You cannot overappreciate your small group leaders.

HZ: We wanted to bless our leaders beyond anything they could imagine, so we went to Five Guys burgers and went into the Senate and House office buildings and took burgers not only to our leaders but also to their offices.

MB: 4. Love People When They Least Expect it and Least Deserve It

We want a culture of experimenting, originality, etc., but when you get right down to it, where does community grow best?  In an environment that is graceful and respectful.  John 1:14 – Jesus was full of grace and truth.

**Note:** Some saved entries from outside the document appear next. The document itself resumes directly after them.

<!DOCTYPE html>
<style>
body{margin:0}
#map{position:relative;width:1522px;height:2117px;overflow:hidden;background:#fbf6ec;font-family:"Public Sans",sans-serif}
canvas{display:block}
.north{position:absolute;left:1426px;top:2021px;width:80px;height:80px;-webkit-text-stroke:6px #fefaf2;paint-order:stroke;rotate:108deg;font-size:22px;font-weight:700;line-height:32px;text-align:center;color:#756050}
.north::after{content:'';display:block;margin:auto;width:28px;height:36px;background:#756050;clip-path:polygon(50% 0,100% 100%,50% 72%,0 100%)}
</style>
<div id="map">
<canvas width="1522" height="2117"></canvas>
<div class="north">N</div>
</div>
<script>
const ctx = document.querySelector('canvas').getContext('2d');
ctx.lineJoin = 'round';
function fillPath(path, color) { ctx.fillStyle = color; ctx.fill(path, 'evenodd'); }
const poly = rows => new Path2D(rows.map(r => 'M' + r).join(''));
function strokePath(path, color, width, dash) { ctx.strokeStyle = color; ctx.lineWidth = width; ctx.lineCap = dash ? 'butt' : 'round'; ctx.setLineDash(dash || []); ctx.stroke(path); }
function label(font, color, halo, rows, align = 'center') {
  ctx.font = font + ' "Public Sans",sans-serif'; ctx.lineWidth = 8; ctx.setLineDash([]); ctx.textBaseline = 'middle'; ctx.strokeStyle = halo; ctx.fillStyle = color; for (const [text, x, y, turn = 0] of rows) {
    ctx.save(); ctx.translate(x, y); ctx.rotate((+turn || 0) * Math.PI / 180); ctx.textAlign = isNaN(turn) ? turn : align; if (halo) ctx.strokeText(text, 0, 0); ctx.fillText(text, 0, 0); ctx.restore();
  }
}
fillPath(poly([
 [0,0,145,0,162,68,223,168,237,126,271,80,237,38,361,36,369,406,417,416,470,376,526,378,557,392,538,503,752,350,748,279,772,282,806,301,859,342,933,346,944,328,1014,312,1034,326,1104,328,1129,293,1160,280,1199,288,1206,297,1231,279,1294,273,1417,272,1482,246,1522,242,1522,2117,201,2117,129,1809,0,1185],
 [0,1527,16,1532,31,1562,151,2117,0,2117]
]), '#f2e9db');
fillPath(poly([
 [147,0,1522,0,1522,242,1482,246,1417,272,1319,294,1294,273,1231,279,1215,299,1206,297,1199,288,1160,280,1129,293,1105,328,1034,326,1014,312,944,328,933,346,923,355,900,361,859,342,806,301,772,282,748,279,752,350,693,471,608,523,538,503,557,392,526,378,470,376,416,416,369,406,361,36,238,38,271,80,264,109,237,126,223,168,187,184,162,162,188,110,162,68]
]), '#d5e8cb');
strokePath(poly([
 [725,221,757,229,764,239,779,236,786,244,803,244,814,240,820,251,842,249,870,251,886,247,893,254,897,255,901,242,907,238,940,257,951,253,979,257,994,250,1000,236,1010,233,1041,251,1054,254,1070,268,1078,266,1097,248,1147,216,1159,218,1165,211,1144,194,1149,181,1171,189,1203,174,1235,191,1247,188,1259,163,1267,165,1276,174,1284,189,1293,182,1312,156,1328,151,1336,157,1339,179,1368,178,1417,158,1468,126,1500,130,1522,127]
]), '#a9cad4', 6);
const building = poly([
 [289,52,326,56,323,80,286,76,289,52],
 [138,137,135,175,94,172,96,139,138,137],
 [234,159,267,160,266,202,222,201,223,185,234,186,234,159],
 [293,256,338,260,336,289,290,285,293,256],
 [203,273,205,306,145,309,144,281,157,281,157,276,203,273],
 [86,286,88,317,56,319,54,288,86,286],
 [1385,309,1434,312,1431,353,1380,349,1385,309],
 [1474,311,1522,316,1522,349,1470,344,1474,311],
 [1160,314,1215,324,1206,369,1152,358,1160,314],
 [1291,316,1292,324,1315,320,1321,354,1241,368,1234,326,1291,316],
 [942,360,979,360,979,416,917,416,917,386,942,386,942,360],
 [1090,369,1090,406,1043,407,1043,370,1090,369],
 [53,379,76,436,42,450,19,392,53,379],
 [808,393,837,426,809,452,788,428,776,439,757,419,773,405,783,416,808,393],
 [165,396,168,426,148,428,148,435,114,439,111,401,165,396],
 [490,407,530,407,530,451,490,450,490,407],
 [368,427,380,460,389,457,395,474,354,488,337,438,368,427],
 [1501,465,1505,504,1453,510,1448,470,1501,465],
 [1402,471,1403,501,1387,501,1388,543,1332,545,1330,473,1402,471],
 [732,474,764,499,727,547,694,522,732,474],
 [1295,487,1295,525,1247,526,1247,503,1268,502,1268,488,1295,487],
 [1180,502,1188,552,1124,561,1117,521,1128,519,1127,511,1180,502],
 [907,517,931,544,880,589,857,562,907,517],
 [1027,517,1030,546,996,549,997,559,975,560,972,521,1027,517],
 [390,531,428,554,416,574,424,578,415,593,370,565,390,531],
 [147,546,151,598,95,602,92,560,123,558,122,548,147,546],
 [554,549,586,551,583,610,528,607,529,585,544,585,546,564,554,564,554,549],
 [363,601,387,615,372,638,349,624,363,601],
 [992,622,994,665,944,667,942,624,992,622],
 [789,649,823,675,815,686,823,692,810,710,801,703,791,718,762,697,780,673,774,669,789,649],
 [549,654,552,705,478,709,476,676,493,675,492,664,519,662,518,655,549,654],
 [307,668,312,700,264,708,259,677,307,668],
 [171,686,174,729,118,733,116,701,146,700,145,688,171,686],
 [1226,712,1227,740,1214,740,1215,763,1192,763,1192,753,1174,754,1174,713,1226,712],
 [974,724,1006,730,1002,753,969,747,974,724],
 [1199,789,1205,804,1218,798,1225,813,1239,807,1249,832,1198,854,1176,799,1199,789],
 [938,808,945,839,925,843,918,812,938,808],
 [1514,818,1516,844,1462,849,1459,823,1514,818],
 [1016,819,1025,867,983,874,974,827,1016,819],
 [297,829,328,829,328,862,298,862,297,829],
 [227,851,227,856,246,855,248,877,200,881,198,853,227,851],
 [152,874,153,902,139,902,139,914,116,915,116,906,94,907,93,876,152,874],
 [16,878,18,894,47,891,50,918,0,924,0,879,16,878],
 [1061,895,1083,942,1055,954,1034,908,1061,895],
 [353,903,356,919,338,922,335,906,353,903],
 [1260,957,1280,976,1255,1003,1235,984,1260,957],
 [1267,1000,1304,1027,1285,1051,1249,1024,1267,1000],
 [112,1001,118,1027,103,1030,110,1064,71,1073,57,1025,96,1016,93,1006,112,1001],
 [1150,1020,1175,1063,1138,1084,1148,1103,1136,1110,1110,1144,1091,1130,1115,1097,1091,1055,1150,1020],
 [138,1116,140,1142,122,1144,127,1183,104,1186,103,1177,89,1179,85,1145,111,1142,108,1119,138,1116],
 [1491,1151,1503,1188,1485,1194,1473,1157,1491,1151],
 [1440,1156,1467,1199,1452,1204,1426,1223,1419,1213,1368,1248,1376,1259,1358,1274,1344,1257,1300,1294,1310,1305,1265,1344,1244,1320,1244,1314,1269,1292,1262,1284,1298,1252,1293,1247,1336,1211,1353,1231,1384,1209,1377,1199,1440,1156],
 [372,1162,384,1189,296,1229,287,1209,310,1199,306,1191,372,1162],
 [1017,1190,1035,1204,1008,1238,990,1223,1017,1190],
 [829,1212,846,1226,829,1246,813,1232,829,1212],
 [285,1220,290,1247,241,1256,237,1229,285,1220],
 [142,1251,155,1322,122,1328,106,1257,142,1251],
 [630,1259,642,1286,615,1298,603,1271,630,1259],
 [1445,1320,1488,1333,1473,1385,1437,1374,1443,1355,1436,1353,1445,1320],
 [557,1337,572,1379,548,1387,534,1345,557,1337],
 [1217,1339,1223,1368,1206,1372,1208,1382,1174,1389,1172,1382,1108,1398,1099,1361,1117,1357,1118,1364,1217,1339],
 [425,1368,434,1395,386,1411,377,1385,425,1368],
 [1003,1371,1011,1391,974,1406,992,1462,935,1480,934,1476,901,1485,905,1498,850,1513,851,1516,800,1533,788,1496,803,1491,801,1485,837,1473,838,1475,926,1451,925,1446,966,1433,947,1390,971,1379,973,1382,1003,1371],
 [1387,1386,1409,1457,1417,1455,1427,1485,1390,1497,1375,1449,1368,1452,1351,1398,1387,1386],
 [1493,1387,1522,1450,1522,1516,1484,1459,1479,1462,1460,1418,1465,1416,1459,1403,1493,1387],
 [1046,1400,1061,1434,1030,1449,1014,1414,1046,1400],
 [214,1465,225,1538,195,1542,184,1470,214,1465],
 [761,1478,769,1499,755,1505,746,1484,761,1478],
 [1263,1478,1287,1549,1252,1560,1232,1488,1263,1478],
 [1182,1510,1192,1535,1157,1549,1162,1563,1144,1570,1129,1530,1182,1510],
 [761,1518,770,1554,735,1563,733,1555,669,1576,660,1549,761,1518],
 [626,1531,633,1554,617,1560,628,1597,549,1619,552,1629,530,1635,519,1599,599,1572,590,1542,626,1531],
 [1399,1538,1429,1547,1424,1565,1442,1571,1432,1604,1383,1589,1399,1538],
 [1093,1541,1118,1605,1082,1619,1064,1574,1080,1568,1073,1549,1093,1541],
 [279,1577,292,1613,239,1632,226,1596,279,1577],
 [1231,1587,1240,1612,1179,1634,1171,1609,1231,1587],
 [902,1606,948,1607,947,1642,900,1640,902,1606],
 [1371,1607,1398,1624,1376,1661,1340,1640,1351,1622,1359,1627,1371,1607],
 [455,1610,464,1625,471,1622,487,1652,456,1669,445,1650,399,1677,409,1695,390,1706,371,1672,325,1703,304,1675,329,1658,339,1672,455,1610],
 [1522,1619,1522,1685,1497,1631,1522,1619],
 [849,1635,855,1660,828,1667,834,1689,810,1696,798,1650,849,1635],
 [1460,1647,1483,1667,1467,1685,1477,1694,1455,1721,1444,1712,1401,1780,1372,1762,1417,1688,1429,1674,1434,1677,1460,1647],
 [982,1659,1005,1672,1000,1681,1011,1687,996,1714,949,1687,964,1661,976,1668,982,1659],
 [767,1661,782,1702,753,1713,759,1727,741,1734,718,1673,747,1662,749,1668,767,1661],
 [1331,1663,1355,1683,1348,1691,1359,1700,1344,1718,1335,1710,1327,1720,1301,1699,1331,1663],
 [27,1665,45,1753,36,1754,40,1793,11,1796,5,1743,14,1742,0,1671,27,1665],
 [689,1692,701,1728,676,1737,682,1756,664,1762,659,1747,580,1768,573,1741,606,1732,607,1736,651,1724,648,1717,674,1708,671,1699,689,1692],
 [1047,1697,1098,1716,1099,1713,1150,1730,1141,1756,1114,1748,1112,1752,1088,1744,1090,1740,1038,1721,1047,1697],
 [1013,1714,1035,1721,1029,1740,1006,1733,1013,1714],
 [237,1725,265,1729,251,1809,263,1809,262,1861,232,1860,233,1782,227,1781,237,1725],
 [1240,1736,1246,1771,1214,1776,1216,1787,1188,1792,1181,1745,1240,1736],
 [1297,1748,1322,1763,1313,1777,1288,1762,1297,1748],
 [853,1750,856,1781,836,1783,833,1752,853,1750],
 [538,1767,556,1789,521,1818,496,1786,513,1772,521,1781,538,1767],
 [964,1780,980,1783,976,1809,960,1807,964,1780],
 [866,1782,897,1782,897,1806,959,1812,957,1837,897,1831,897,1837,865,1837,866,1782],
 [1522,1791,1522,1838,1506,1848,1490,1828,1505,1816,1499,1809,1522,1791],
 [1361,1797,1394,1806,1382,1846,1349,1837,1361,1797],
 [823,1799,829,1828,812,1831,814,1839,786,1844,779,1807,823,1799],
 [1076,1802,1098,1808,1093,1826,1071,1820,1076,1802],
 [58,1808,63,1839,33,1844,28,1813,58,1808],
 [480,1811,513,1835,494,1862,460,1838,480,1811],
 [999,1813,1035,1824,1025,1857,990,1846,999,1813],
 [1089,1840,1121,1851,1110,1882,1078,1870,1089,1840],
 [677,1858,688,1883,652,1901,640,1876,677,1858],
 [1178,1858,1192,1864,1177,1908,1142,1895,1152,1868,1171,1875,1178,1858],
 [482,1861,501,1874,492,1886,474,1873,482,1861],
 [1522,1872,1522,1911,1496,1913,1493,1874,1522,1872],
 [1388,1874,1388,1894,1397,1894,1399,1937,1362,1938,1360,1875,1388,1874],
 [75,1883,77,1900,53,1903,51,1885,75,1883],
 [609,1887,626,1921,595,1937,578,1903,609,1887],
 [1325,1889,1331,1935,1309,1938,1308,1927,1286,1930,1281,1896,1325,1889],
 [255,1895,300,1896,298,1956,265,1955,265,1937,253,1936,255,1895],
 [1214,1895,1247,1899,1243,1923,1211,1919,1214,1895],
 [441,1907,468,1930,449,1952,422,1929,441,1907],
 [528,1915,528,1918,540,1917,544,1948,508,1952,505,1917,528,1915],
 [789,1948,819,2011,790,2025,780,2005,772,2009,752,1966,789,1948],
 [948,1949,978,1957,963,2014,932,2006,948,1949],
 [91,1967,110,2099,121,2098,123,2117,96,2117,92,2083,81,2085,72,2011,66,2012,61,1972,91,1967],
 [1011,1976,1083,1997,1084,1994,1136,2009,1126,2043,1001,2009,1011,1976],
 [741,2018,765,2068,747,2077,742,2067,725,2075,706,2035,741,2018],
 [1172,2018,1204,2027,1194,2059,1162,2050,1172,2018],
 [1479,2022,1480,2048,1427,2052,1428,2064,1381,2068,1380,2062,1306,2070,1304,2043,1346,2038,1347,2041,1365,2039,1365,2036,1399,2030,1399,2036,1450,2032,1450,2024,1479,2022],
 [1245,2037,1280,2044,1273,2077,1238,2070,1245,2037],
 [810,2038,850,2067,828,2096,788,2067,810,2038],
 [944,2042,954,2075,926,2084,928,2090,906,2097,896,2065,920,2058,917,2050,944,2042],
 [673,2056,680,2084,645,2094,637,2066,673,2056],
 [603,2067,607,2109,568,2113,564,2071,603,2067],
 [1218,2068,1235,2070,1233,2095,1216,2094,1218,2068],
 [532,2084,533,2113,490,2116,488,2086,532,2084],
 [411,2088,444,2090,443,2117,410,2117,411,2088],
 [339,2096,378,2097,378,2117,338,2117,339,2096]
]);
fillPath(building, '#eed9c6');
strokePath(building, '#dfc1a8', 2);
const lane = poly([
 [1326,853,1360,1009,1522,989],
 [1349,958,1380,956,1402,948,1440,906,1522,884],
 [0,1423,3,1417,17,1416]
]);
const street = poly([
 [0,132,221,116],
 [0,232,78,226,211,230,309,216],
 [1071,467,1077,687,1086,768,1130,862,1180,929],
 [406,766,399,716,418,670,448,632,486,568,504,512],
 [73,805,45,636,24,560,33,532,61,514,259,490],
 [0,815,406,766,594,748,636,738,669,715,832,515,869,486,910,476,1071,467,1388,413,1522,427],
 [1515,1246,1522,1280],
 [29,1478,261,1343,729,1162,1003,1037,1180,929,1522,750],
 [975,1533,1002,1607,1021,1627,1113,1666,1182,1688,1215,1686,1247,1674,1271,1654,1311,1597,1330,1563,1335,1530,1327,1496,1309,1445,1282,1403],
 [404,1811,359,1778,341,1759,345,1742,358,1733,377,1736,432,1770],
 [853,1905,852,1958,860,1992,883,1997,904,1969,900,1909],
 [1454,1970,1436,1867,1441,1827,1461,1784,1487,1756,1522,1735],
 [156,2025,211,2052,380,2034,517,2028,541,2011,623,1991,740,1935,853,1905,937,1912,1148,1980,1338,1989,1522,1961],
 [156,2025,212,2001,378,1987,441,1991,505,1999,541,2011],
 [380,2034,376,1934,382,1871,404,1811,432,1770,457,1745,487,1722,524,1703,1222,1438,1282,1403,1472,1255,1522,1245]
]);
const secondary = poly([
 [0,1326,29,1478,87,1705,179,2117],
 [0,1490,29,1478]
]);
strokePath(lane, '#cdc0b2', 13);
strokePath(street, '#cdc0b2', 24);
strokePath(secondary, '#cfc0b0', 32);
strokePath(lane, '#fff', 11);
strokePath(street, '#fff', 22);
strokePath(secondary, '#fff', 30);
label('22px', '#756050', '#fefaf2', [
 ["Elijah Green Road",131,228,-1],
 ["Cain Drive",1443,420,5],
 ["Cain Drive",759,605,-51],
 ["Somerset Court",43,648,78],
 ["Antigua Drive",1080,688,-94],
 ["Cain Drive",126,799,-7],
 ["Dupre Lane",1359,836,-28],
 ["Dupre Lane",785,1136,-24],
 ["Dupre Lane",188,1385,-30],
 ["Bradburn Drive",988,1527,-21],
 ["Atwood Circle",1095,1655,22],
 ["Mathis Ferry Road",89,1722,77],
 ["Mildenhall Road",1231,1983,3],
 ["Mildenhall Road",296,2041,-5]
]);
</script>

We need both of those things.  Let me speak bluntly.  We live in a culture where it’s wrong to say that something is wrong, and that’s wrong.  I live in a city where it’s all about being politically correct.  I’m going to be biblically correct.  This generation wants the truth, the whole truth, and nothing but the truth, the hard truth.  Let’s stop answering questions that no one is asking.

If you want to impact someone’s life, love them when they least expect it and least deserve it.  When a woman is caught in adultery and brought to Jesus, she expects to be stoned.  Jesus stepped in and loved her when she least expected it and least deserved it.

If you can try to love people when they least expect it and least deserve it, you can create a culture where amazing things happen.